Dataset extract —

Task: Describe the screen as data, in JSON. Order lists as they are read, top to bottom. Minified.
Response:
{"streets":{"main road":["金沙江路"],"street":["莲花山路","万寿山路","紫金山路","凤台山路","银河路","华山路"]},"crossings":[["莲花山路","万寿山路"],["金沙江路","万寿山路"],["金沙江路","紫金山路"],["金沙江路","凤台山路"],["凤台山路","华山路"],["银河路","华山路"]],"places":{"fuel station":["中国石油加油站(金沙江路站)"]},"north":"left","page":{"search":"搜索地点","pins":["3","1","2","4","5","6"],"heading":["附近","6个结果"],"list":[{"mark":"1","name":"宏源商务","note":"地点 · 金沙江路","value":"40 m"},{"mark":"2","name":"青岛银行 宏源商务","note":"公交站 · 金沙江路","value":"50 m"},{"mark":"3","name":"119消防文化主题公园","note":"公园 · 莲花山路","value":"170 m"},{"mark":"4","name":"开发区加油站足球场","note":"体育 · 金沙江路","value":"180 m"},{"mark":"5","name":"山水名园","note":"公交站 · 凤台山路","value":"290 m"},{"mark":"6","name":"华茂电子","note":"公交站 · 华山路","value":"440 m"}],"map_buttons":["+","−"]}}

Aim of the task — When you answer, repeat all of the material exactly as given.

Expected answer —
Task: Describe the screen as data, in JSON. Order lists as they are read, top to bottom. Minified.
Response:
{"streets":{"main road":["金沙江路"],"street":["莲花山路","万寿山路","紫金山路","凤台山路","银河路","华山路"]},"crossings":[["莲花山路","万寿山路"],["金沙江路","万寿山路"],["金沙江路","紫金山路"],["金沙江路","凤台山路"],["凤台山路","华山路"],["银河路","华山路"]],"places":{"fuel station":["中国石油加油站(金沙江路站)"]},"north":"left","page":{"search":"搜索地点","pins":["3","1","2","4","5","6"],"heading":["附近","6个结果"],"list":[{"mark":"1","name":"宏源商务","note":"地点 · 金沙江路","value":"40 m"},{"mark":"2","name":"青岛银行 宏源商务","note":"公交站 · 金沙江路","value":"50 m"},{"mark":"3","name":"119消防文化主题公园","note":"公园 · 莲花山路","value":"170 m"},{"mark":"4","name":"开发区加油站足球场","note":"体育 · 金沙江路","value":"180 m"},{"mark":"5","name":"山水名园","note":"公交站 · 凤台山路","value":"290 m"},{"mark":"6","name":"华茂电子","note":"公交站 · 华山路","value":"440 m"}],"map_buttons":["+","−"]}}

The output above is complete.